Who doesn’t need life insurance? 

Arranging life insurance can often be very sensible, but it’s not necessary for everyone.

Here are a couple of examples of people who may not need life insurance:

  • You’re too young – while it might seem obvious, children don’t need to take out life insurance. Similarly, students may not need life cover, if they don’t have anyone depending on them financially. However, there may be advantages to getting life insurance while you’re relatively young and healthy, as the premiums are likely to be cheaper.
  • You’re single with no shared debts – if you’re living alone, with no dependants, and enough savings to cover your funeral, you may have no need for life cover.

Do I need life insurance if I have death in service cover? 

Death in service is a benefit you might have as part of your job. It typically pays out a tax-free lump sum to a beneficiary if you die while still employed by the company. It usually tots up to between two and four times your annual salary.

If you need more protection, it may be possible to increase your death in service payout by agreeing to a cut in salary. But don’t forget, if you stop working for that company you won’t be covered any more. The big advantage of taking out your own separate life policy is that it would keep running whoever you work for (as long as you’re able to keep up with your payments).

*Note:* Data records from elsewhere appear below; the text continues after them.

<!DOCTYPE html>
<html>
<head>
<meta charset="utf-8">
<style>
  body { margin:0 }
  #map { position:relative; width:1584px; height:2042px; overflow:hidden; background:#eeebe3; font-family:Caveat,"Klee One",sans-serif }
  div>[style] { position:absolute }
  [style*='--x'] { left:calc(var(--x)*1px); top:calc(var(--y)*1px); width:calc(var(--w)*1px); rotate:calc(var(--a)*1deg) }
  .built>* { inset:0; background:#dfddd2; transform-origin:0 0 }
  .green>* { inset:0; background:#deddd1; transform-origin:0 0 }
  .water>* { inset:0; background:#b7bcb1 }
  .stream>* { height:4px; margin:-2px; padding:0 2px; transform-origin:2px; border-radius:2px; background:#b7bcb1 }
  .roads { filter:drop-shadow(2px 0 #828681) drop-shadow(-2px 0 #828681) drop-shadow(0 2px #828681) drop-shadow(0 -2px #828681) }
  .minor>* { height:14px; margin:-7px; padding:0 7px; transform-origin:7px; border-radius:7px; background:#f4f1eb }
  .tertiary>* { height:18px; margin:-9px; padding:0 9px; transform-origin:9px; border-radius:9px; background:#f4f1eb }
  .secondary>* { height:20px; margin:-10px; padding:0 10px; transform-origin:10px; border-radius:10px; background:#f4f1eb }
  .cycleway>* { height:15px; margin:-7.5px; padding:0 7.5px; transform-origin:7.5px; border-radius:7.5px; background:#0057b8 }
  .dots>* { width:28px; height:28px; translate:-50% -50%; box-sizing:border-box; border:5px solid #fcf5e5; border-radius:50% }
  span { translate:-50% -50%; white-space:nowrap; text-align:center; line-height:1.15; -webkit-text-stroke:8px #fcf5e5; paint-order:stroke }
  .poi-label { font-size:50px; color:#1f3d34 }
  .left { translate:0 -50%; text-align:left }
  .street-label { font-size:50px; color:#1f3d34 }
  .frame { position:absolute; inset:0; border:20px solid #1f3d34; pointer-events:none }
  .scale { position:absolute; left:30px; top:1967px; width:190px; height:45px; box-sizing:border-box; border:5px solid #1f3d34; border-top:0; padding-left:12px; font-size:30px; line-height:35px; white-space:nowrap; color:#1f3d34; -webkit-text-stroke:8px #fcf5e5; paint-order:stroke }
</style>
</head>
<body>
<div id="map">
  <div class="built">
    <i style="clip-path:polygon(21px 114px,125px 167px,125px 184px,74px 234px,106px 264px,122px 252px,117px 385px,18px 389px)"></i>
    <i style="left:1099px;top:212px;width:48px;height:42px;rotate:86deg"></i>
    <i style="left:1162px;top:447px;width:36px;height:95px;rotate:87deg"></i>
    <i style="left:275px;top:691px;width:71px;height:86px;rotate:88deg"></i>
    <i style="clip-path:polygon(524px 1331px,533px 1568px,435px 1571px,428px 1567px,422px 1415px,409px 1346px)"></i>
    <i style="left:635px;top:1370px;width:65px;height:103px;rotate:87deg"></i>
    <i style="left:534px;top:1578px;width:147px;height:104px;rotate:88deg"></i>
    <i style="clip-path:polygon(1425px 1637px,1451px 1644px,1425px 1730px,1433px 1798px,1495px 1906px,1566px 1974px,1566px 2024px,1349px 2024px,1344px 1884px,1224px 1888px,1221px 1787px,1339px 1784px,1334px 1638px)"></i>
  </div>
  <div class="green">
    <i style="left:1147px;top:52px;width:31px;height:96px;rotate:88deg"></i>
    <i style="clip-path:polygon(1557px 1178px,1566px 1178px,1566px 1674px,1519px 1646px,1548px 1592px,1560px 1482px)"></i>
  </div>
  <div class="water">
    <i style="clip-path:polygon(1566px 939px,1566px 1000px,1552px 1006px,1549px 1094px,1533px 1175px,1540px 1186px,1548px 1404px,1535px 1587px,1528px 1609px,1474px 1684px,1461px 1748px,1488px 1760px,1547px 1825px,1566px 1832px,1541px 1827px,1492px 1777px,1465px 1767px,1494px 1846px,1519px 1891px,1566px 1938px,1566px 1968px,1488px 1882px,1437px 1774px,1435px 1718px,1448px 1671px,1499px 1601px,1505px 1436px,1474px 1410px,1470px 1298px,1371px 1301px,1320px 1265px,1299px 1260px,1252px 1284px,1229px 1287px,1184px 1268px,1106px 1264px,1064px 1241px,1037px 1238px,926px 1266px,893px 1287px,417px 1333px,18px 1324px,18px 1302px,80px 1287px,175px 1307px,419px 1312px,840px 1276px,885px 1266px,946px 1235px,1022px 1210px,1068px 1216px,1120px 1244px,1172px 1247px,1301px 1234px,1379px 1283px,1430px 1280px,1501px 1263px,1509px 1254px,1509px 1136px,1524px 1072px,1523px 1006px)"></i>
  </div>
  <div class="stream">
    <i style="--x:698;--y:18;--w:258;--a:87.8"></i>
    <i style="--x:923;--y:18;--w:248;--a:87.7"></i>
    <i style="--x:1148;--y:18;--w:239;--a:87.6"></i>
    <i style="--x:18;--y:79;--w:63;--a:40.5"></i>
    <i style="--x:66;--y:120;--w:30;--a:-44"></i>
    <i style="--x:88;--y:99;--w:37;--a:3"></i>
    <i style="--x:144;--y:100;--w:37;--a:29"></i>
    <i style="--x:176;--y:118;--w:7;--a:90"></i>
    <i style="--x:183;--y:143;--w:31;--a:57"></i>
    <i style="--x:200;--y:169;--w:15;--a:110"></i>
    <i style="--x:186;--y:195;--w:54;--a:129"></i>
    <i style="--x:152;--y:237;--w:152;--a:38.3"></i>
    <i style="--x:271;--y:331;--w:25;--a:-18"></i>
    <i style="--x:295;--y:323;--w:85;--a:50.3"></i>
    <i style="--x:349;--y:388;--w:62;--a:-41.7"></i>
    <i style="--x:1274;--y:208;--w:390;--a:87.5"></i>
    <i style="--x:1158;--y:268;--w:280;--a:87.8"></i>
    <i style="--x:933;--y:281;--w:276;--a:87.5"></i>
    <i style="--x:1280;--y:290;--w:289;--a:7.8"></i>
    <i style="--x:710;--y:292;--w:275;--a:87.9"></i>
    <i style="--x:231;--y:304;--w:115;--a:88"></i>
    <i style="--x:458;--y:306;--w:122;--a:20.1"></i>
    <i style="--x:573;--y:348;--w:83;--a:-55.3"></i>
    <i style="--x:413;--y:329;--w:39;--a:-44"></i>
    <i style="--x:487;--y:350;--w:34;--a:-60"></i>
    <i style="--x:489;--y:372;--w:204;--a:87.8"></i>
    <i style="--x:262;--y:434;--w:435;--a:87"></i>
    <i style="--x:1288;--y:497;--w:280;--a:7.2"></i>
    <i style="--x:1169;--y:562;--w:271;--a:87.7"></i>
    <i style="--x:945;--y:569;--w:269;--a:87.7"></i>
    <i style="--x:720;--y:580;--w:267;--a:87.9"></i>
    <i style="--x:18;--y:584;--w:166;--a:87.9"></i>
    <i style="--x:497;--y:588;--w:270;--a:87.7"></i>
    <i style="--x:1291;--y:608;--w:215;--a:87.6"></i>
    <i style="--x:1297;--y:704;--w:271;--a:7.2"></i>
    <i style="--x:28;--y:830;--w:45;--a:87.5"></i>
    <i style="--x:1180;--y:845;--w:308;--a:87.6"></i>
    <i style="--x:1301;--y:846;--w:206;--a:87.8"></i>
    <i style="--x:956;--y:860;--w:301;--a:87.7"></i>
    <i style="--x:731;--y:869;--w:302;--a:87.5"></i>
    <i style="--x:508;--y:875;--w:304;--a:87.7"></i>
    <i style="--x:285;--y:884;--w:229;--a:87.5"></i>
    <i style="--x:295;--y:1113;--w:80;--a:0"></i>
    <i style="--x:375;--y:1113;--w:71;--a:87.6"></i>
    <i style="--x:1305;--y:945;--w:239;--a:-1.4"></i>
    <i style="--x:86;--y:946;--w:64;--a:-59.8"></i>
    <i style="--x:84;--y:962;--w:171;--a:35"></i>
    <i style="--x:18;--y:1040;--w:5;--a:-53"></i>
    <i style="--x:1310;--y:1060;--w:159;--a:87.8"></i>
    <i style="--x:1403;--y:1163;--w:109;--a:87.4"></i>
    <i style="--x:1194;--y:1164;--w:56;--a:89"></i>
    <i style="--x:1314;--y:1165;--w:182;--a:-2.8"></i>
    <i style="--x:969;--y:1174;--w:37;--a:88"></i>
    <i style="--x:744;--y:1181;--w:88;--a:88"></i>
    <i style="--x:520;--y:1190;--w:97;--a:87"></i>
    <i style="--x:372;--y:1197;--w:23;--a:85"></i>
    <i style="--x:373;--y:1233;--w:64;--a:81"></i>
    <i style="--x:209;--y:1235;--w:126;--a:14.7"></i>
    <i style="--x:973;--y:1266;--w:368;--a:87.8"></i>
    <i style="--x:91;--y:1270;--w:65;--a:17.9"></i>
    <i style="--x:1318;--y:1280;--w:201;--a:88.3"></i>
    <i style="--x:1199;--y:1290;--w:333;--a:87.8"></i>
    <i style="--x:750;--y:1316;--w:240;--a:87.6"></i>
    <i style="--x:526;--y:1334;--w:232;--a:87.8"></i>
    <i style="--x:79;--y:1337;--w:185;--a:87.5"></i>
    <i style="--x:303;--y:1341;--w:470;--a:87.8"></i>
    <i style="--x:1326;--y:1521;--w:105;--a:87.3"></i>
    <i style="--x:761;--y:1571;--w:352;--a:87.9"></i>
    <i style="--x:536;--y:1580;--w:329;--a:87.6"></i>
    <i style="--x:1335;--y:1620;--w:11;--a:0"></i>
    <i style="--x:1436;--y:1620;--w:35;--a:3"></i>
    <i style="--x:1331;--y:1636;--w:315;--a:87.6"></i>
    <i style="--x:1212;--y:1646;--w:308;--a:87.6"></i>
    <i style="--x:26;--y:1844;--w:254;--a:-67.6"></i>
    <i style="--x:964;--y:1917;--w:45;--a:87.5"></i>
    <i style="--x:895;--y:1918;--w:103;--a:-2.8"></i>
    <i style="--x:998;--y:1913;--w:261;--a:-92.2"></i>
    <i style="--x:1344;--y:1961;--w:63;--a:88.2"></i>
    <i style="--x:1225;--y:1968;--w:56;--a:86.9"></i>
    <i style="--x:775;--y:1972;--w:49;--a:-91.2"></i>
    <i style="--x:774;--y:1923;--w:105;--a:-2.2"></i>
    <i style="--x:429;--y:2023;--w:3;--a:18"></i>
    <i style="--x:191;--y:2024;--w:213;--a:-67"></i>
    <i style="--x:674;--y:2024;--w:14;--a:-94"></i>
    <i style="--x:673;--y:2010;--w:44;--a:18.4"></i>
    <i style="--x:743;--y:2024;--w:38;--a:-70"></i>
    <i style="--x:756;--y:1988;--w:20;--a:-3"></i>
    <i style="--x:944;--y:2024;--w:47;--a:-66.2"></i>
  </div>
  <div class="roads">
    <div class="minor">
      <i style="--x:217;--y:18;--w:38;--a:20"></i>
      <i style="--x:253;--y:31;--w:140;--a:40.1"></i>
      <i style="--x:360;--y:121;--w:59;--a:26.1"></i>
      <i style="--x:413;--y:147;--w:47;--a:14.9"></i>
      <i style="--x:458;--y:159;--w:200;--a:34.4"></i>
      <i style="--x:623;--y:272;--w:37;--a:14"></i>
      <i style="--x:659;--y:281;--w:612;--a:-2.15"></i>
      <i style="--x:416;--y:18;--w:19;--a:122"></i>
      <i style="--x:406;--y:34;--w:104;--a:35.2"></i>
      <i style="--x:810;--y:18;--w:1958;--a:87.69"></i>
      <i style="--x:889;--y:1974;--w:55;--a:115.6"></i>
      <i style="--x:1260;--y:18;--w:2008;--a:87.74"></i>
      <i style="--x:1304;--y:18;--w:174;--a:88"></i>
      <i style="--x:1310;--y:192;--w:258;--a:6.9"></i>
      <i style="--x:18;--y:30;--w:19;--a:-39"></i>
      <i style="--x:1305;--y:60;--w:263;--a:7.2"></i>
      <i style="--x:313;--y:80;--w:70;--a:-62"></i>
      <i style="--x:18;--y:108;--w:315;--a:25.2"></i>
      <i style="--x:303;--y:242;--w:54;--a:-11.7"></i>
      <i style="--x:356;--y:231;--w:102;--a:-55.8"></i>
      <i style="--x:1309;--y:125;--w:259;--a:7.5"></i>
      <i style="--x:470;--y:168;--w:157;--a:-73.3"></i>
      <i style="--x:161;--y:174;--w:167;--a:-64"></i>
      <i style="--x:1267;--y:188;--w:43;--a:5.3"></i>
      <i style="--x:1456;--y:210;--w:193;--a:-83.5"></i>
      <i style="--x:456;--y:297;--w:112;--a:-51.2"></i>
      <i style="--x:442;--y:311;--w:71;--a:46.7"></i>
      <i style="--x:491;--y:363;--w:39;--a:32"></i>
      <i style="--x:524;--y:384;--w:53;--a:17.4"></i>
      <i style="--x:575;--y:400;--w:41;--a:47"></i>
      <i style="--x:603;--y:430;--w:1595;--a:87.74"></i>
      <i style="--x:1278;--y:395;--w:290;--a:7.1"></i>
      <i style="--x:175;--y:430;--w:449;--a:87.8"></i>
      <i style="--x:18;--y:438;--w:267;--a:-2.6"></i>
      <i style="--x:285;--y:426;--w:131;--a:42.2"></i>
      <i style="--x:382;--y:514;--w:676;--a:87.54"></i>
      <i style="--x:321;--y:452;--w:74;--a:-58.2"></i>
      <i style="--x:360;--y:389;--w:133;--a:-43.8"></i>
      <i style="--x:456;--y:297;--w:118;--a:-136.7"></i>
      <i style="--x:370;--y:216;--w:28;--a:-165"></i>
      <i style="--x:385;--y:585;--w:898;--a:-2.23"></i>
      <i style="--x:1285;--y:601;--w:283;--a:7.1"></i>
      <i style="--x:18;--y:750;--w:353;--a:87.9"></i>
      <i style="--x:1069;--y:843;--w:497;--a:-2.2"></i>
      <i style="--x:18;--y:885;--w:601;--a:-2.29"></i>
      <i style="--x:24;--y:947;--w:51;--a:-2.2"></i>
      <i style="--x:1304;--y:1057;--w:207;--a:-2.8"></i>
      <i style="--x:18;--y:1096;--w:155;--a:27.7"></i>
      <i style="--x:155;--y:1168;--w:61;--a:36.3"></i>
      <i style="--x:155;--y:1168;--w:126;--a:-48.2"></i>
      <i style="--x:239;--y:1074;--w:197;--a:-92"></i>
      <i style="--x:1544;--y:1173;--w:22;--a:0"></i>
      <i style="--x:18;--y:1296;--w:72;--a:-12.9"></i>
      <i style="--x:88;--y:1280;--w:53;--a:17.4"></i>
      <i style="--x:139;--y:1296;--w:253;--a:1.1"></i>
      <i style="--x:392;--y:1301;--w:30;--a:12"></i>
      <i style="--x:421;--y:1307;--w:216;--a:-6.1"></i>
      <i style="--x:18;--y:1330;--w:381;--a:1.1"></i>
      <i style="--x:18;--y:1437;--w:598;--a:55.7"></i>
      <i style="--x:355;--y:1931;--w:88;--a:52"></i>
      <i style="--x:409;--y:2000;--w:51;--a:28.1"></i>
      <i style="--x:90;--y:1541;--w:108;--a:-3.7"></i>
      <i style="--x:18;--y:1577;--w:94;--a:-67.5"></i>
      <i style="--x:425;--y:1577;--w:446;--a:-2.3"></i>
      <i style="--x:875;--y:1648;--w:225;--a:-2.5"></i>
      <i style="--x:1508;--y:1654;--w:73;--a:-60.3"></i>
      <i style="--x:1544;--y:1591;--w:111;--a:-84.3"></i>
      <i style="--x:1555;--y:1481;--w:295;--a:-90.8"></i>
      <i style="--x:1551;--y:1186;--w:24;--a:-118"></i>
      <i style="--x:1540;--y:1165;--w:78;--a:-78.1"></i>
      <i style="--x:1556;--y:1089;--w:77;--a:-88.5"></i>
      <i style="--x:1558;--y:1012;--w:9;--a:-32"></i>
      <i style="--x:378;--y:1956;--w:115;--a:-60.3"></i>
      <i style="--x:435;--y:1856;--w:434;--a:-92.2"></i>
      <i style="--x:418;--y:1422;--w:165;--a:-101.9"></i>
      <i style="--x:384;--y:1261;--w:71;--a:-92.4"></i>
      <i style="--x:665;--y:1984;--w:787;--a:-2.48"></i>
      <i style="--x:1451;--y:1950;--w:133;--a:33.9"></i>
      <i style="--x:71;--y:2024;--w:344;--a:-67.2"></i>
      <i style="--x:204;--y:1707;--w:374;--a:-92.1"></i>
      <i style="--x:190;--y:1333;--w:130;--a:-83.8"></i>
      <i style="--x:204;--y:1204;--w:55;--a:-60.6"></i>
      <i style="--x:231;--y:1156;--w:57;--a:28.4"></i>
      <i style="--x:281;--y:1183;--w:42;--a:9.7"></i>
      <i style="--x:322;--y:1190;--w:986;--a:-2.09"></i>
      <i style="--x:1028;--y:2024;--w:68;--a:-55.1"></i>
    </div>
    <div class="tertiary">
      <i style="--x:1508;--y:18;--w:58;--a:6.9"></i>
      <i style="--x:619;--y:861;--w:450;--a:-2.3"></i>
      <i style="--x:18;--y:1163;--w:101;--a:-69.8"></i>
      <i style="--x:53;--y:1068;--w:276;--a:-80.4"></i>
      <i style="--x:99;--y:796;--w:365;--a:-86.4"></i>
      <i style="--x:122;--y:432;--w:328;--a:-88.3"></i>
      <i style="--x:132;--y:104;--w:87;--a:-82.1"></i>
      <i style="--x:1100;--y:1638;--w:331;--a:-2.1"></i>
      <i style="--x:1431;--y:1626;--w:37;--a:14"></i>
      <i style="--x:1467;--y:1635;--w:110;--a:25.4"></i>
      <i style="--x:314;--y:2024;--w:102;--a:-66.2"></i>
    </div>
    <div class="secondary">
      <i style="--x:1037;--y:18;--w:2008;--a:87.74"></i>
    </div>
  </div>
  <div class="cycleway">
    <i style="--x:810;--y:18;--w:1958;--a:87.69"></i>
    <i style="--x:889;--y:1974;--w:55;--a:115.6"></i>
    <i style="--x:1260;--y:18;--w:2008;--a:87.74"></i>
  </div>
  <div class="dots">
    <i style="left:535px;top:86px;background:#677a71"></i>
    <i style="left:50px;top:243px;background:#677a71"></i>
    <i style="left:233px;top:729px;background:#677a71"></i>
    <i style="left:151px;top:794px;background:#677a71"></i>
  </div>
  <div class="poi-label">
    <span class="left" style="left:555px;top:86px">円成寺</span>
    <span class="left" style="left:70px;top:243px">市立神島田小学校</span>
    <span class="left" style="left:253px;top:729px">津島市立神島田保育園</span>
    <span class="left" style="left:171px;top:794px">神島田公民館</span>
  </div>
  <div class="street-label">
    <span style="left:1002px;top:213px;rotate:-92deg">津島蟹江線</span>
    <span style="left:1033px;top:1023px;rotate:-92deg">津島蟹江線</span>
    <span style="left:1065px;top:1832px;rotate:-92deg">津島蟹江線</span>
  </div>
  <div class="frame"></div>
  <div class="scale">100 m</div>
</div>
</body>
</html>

What are the types of cover to compare? 

There are a few different types of life insurance to think about.

  • A level term policy pays out a set amount, either as a lump sum or a regular income, if you die during the fixed time while the policy is running.
  • Decreasing term insurance can also pay out if you die within a set period, but the pay out goes down during that period. It is often used to pay off a mortgage where the amount owed also decreases over time.
  • Whole of life insurance provides a guaranteed payout, whenever you die, provided you’ve kept up with your payments.
  • Over 50s life insurance is available to people aged between 50 and 80. It can pay out a limited lump sum to cover funeral costs or bills, or to leave to your loved ones. Over 50s life insurance offers guaranteed acceptance – so you won’t have to answer any questions about your health.

Ultimately, the life cover that works for you will depend on your individual needs and what you can afford.

Top tip

Think about who would suffer financially if you died. If you’re footloose and fancy-free, you might not need to fork out for life cover. But if you’d leave loved ones in the lurch because they couldn’t pay the bills and keep a roof over their heads, then life insurance could be well worth the money.

Are there other types of insurance I might need? 

As well as life insurance, there are other types of policies that could help you financially if you’re unable to work. You’ll need to weigh up the combination that makes sense for your wallet and your own situation:

  • Income protection insurance – could provide a tax-free income to cover your outgoings if you’re unable to work because of illness or injury.
  • Critical illness cover – offers financial protection if you suffer from a serious illness or injury listed on your policy.
  • Mortgage protection insurance – a form of income protection insurance, specifically designed to cover your mortgage repayments if you lose your job or become ill and unable to work.

What factors affect the cost of life insurance?

Factors affecting the cost of a policy include: 

  • The amount of money you’d like your loved ones to receive – generally speaking, the more cover you have, the more money your beneficiaries will get – but your premiums will also be more expensive.
  • Your age – as you get older, you can expect to pay more for life cover.
  • Your health – if your family has a history of serious illnesses, then you can expect your policy to cost more. The same goes if you have any pre-existing medical conditions when you apply for life insurance.
  • Your lifestyle – if you smoke and/or drink, life insurance is likely to cost more.